Re: what makes a photograph art...

2005-05-06 Thread John Francis
On Fri, May 06, 2005 at 10:49:50AM -0400, P. J. Alling wrote:
 
 
 
 Art is painful to look at
  
 
 Art is disruptive of normality
  
 
 
 Art questions, reduces and simplifies our experience of life
  
 
 
 Art is clear, straightforward and uncomplicated.
 
  
 
 
 Based on these definitions, Art is a guy.  It's early in the morning,  
 He needs a shave.

And if you don't like him, it's your fault - not his.

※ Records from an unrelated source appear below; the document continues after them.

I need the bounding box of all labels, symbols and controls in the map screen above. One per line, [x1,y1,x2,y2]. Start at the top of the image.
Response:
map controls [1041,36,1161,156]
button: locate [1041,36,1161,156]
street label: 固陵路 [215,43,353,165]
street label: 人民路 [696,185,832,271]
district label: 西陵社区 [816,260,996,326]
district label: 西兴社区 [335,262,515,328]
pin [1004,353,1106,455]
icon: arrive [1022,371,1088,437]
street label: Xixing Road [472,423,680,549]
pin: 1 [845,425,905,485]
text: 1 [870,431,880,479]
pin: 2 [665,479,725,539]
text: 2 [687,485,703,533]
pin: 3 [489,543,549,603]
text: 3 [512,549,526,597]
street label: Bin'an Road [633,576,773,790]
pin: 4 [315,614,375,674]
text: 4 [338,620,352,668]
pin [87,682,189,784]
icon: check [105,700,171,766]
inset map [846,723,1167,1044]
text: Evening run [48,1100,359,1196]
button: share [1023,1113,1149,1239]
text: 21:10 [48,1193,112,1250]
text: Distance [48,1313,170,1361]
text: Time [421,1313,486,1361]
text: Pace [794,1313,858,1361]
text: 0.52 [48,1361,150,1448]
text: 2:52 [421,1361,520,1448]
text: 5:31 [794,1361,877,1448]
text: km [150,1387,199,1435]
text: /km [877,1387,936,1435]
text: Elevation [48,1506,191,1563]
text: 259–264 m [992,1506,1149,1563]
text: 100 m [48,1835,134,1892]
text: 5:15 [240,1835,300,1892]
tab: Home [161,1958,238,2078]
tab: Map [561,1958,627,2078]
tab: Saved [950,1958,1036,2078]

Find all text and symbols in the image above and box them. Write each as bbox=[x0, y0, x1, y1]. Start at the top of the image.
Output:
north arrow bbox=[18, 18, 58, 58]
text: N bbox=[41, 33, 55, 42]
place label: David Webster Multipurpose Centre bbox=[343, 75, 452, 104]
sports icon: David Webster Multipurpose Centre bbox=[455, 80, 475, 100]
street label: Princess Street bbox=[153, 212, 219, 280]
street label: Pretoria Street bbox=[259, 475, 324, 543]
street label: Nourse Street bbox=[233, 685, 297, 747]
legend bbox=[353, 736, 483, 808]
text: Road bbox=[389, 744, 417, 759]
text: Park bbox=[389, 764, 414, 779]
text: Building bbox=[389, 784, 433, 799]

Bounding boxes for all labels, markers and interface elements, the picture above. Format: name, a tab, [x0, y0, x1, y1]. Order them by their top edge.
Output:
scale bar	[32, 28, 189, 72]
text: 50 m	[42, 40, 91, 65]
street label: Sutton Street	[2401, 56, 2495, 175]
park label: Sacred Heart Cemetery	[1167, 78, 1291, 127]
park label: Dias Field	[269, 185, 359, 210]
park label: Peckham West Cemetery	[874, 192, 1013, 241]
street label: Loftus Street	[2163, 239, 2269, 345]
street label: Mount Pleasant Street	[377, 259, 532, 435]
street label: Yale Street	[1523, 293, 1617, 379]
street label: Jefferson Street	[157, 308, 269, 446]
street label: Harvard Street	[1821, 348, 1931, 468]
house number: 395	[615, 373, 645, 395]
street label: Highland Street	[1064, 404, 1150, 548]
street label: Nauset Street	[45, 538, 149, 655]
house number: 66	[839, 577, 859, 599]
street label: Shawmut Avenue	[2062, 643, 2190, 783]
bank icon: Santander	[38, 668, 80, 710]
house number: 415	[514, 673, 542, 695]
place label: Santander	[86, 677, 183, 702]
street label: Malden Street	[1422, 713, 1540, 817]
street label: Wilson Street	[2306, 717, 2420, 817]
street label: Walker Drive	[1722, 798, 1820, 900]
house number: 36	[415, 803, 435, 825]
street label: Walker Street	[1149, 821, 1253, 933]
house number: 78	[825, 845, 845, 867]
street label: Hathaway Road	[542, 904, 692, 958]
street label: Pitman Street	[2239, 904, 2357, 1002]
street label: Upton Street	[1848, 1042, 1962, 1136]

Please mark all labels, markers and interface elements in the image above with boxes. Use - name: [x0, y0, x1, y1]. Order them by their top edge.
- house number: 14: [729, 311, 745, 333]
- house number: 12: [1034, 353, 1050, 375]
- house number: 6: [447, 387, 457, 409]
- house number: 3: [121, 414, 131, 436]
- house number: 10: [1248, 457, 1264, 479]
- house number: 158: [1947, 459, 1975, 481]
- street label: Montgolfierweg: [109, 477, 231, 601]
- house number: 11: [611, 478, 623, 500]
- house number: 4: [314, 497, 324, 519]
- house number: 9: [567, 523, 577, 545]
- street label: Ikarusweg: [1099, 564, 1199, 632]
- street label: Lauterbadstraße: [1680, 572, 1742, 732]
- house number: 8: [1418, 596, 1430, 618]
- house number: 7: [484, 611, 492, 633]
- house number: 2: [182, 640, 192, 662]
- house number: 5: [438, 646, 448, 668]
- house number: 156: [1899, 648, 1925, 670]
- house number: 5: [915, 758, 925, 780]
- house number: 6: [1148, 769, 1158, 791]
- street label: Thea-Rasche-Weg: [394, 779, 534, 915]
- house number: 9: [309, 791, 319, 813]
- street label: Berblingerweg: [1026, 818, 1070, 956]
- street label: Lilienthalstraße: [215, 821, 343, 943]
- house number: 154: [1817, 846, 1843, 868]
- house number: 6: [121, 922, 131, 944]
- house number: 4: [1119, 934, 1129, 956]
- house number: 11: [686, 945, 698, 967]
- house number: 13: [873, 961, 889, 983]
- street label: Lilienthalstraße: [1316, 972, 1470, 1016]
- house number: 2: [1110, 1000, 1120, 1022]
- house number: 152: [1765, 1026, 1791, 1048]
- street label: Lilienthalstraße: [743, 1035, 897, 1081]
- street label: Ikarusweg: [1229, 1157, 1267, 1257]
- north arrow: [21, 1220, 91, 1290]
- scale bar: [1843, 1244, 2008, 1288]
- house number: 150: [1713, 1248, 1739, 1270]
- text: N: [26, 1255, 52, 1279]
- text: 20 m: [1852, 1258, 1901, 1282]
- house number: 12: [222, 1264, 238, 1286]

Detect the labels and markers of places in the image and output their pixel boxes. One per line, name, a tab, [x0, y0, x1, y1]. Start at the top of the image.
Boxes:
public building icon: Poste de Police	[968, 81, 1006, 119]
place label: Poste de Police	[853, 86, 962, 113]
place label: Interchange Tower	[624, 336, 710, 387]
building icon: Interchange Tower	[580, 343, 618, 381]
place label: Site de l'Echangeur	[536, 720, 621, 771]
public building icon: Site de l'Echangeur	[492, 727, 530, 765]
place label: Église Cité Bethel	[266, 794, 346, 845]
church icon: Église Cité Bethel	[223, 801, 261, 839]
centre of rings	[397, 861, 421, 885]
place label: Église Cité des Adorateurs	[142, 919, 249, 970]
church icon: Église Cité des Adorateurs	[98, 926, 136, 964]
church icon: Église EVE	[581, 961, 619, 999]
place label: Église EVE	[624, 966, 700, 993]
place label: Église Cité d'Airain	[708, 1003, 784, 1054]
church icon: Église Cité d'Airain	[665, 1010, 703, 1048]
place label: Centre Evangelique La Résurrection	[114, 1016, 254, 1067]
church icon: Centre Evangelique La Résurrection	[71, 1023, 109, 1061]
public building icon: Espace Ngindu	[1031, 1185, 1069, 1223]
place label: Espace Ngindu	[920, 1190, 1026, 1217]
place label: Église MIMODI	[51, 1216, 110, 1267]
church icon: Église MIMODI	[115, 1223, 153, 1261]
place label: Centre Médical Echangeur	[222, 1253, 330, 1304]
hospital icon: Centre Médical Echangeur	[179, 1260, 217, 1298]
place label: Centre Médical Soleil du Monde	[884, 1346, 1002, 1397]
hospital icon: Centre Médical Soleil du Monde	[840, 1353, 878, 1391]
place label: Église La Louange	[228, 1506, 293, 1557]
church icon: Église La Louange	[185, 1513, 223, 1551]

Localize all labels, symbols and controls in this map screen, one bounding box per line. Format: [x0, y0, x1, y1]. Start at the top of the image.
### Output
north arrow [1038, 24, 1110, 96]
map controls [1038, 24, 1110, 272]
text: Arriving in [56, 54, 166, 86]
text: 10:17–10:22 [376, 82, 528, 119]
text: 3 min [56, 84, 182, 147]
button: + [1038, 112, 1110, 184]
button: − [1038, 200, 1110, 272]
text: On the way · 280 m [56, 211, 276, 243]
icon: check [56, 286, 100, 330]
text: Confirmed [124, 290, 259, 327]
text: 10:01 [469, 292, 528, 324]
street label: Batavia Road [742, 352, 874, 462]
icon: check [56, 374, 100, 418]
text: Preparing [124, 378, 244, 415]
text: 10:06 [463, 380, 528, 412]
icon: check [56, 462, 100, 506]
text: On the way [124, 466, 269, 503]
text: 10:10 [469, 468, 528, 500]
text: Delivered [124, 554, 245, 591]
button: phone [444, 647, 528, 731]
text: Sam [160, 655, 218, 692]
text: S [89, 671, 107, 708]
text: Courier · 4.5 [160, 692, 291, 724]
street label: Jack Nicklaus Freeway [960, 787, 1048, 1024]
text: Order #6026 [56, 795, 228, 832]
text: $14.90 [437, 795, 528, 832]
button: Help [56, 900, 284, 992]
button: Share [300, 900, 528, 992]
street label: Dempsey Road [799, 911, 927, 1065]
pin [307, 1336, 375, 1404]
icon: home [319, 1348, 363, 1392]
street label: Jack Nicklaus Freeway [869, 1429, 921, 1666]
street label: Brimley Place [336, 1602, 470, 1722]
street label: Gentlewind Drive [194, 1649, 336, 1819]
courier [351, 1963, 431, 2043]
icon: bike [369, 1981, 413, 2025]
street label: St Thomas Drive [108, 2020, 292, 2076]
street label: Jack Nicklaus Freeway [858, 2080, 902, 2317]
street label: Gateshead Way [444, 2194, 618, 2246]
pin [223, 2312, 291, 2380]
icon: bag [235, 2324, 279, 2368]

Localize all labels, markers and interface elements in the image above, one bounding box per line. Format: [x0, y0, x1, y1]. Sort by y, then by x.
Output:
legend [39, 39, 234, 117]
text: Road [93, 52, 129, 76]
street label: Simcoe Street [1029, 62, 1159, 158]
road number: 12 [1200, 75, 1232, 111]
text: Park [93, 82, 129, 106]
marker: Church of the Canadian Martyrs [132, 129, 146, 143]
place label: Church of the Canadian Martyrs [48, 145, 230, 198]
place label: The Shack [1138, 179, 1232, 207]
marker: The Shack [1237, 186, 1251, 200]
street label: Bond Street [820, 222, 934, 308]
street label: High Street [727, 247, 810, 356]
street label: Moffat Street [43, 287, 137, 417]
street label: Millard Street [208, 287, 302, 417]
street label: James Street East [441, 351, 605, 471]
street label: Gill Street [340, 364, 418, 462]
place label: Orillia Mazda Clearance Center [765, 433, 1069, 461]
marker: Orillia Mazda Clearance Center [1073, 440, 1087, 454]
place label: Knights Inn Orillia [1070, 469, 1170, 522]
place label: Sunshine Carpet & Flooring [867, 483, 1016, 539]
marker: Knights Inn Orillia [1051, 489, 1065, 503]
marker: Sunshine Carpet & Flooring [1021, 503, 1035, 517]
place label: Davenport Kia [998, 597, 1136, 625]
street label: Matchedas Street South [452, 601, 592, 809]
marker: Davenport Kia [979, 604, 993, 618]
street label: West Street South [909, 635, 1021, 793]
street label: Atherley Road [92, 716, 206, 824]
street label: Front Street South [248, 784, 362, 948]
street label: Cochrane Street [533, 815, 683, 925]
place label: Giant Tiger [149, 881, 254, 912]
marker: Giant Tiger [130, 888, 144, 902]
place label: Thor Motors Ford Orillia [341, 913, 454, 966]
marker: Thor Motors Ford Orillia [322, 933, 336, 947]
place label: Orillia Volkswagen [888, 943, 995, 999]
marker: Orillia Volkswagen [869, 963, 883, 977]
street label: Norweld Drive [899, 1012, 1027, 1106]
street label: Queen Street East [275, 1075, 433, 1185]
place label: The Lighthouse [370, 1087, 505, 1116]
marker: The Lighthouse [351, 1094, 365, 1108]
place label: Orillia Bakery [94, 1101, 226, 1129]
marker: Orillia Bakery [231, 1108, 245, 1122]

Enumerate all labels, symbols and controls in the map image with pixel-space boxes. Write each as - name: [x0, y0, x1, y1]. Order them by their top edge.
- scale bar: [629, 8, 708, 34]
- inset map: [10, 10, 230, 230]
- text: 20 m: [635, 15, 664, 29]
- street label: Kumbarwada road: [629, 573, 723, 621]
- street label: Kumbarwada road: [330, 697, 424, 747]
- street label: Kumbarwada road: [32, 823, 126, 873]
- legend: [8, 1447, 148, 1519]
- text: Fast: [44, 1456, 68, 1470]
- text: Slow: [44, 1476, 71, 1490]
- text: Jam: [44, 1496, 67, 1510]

Re: what makes a photograph art...

2005-05-06 Thread DagT
The first two defines the opposite to what I see as art.  The pleasing, 
boring things that are only aimed at telling us that everything is 
alright, and tries to distract us from the fact that there is more to 
life.

The other two are closer, but they still don´t cover the art that 
starts a process, makes you realize something new, even making you 
change your mind.  Then it has to be irritating, controversial, but not 
necessarily political.

DagT
På 6. mai. 2005 kl. 13.34 skrev Tom Reese:
Background: I bought Bill Fortney's Great Photography Workshop book 
a while back. In the book, Bill recommended another one called 
Developing  The Creative Edge in Photography by Bert Eifer. That 
book contains some interesting (to me at least) thoughts on what makes 
a photograph 'art.' These definitions are compiled by Mr. Eifer and 
are not necessarily his. These are some of the definitions:

art pleases the eye
art brings order to chaos - it creates harmony
art clarifies, intensifies or enlarges our experience of life
art has mystery, ambiguity and contradiction
I'm interested in hearing the thoughts of the group on these 
definitions. Do you disagree with any of them?

Tom Reese




Re: what makes a photograph art...

2005-05-06 Thread DagT
På 6. mai. 2005 kl. 15.58 skrev UncaMikey:
--- Paul Stenquist [EMAIL PROTECTED] wrote:
The only real test of great universal art is time. If a work
endures and speaks to every generation, one can say that it is great
art: a classic.
I agree with Paul, time is the only true test.  I believe art
challenges, rearranges, annoys, disrupts, makes the
viewer/reader/audience think about things in ways they would not have
otherwise.  Art makes you squirm.
I´m not so sure about the test of time.  Sometimes art can have an 
important impact, as some of it did in the late sixties, and loose it´s 
relevance when the work is done.

Even Monet was controversial once, now many of us find it boring, just 
another pretty picture.

DagT


Re: what makes a photograph art...

2005-05-06 Thread Shel Belinkoff
Doesn't make it any less art, though.  If you find it boring does that mean
it's no longer art, or a work of importance?  Is Peter Max's work no longer
art?  Is Warhol's soup can any less (or more) than it once was.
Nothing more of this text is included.